Newsletter 013 – April 22nd, 2022

Hi,

About the image above: The background is just comprised of some graphic elements I’ve been tinkering with to possibly use on the cover of a book called A Mixed Bag.

Over the last three newsletters, I tried to give you a sense of what the next few books I will likely work on will be (Jagged Man, The Hawthorn’s Sting, and Murder Between Friends). If you missed those newsletters, you can still read them at this link.

https://www.michaelsiroisauthor.com/blog-index/

Fortunately, I also have a number of other ideas for books that I hope to write at some point. This newsletter and the next three will be about the four most likely books to find a place in the writing queue at a later date (or an earlier one — anything could happen).

A Mixed Bag will be the easiest of those possible future books to describe and to publish. It will simply be an anthology of some of my previous work, and will include a range of different types of writing. Over the years I dabbled in short stories, poetry, screenplays, song lyrics, and plays. Some of the shorter material in the anthology will be included in its entirety (poems, short stories, and one-act-plays, for example); but the longer work (like screenplays) will have to be excerpts (or the book would be thousands of pages long).

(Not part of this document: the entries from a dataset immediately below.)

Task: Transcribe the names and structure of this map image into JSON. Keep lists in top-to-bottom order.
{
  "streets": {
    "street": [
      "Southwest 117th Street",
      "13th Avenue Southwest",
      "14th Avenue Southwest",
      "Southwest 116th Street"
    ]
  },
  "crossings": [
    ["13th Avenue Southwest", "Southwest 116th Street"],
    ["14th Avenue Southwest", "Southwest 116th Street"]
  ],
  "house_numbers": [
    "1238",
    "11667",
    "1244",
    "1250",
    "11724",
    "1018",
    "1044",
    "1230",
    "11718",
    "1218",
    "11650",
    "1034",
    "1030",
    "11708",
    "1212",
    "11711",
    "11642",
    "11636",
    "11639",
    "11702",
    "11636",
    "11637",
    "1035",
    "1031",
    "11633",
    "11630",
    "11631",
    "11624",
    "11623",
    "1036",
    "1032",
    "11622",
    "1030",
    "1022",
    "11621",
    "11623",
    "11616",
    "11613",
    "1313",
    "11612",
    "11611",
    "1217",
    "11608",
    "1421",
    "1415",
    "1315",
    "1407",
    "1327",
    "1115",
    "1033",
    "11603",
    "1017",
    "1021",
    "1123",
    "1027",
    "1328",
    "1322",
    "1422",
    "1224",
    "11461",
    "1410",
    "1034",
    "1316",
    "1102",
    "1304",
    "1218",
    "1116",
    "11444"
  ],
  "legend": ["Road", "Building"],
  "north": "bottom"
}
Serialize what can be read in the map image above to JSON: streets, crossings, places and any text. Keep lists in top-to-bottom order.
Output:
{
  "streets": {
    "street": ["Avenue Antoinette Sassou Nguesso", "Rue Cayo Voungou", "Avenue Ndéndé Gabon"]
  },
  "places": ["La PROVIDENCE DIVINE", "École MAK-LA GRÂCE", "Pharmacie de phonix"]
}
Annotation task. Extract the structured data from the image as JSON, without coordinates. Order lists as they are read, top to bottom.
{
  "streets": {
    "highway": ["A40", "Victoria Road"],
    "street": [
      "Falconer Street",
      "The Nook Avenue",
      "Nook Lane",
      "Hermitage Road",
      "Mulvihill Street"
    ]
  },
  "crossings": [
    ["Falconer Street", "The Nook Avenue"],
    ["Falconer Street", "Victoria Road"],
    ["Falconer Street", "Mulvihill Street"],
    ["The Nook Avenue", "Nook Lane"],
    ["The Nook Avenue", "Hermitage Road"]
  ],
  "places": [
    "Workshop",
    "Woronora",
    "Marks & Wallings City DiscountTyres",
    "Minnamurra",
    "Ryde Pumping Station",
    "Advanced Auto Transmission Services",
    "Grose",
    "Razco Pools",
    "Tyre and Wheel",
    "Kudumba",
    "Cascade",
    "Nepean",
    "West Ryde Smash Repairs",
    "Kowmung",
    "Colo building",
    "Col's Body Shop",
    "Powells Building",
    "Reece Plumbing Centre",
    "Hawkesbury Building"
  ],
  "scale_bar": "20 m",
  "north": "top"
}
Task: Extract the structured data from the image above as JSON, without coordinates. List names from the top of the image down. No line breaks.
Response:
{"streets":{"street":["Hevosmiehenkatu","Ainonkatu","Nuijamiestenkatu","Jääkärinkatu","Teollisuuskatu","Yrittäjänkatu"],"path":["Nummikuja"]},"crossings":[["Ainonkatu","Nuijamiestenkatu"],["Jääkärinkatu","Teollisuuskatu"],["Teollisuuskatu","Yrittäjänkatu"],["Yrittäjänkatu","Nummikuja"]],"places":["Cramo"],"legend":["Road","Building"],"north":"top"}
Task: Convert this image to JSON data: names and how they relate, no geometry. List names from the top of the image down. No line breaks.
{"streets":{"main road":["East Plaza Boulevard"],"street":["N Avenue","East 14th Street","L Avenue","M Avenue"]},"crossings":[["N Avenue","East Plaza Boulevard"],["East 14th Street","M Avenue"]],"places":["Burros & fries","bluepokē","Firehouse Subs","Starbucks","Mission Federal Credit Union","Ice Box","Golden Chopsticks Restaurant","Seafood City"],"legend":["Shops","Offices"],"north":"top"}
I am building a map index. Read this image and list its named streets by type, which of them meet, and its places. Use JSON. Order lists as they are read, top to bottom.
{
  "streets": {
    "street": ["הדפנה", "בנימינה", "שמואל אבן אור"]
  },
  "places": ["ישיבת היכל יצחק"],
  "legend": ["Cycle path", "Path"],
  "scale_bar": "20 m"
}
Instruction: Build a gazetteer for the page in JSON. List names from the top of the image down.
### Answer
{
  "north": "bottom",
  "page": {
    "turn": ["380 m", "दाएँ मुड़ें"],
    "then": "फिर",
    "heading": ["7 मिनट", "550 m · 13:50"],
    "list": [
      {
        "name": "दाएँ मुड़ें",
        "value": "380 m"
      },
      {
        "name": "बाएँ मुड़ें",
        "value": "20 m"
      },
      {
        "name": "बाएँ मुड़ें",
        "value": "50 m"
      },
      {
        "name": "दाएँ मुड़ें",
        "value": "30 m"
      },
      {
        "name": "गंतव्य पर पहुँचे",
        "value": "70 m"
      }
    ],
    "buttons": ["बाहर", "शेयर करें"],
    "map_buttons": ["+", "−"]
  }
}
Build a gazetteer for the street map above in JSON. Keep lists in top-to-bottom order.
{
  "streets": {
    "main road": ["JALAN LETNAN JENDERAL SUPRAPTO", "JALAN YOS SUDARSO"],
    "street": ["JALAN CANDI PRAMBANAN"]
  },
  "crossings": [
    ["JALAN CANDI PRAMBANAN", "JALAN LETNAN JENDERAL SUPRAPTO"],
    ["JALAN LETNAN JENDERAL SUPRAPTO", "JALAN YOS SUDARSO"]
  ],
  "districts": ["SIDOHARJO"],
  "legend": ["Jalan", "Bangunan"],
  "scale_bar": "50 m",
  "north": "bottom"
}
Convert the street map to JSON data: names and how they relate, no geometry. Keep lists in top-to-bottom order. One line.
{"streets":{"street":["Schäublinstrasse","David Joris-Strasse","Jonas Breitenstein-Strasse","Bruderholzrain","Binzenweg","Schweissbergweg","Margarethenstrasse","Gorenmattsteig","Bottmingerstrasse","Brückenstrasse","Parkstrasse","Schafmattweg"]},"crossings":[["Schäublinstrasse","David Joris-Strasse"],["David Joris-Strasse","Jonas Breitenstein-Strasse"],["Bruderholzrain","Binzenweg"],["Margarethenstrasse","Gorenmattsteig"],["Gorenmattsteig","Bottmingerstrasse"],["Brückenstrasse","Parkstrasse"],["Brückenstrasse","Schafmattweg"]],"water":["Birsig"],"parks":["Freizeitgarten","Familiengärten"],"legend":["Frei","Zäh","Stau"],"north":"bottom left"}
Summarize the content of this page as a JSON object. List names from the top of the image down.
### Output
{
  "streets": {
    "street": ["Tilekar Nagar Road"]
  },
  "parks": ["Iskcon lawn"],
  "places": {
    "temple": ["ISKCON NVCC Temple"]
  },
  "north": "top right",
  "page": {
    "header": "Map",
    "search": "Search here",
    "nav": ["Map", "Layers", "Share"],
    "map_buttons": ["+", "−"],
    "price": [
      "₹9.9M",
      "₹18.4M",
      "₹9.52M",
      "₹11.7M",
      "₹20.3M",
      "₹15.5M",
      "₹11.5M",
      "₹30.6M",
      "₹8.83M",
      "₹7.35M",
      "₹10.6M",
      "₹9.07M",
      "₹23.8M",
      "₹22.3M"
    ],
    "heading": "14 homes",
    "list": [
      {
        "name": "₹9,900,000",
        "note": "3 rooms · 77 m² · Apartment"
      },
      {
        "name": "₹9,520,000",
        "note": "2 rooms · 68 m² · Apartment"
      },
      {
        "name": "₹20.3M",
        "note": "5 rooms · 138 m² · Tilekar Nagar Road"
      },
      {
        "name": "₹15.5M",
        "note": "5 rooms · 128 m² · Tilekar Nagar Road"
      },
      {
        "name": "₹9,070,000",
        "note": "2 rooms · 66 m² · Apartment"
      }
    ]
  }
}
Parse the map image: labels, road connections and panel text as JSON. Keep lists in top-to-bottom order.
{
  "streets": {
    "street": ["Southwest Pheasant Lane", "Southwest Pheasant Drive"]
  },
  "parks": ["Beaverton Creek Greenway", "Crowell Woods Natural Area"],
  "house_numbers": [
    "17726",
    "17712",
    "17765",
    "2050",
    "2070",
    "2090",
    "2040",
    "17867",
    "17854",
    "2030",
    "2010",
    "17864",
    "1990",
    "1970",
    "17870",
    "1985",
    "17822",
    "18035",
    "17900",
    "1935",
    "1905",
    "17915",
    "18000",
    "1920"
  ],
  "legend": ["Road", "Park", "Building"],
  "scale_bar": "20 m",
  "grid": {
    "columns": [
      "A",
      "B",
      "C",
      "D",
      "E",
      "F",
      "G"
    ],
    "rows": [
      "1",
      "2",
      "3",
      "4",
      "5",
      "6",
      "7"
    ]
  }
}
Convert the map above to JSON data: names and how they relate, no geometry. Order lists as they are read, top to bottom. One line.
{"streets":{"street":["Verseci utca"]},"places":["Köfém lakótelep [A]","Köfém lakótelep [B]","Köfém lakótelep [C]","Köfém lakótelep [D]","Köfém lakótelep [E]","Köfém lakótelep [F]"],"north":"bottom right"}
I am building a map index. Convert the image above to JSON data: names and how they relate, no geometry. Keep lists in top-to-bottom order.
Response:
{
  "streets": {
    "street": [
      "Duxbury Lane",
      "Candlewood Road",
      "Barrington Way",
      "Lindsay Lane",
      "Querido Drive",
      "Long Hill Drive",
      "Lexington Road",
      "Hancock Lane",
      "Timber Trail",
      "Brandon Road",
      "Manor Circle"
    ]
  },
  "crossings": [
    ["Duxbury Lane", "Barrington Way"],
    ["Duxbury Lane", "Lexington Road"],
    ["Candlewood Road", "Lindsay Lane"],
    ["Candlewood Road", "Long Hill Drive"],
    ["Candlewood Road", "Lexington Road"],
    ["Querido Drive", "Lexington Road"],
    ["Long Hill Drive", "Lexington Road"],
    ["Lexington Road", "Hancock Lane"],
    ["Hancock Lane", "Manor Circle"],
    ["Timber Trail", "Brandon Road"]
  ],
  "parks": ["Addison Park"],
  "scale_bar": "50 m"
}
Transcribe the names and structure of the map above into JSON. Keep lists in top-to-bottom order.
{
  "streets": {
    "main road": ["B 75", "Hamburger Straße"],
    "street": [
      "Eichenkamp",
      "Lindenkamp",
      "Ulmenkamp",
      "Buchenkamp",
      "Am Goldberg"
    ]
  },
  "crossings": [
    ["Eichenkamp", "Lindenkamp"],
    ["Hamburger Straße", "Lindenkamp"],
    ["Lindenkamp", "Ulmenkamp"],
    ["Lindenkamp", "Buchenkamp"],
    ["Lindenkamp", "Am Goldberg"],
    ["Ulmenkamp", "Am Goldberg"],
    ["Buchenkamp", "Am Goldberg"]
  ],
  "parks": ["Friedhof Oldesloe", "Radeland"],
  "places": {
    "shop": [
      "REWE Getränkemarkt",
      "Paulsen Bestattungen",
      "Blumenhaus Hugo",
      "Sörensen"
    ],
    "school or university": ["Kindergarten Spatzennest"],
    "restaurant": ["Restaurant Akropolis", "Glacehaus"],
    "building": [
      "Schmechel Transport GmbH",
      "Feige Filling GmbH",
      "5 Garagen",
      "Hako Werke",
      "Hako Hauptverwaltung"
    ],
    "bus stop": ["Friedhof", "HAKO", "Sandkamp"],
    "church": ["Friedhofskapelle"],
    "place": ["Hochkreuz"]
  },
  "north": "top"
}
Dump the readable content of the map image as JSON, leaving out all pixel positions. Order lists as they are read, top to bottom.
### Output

A reality of being a mortal human who started writing novels when I did (after I retired in 2009), is that I have less time left to write than I would have if I had started a writing career in my twenties instead of spending thirty years as an educator first. Those thirty years helped shape who I am, though, and they inform a great deal of what I write. I’ll just have to write faster, I guess.

In the next three newsletters I will cover two other individual books plus the series that I hope to publish at some point, but I’ll leave you today with a sample poem (see below) that will probably be included in A Mixed Bag.

Until next time,

Michael

[“…joy is wisdom, time an endless song,” William Butler Yeats, The Land of Heart’s Desire, 1894.]

Omphaloskepsis

Some say that the yogi
Is just an old fogey,
As he sits and he stares past his chest.

He glares at his navel,
Though it doesn’t seem stable,
But I guess that he knows what is best.

Visions religious,
Though perhaps not prodigious,
From the ones of nirvana are sent.

Well, I sat down and tried it,
But I’m afraid I awried it,
For all I discovered was lint.

Michael Sirois, circa 1957 or 1958 (11 or 12 years old)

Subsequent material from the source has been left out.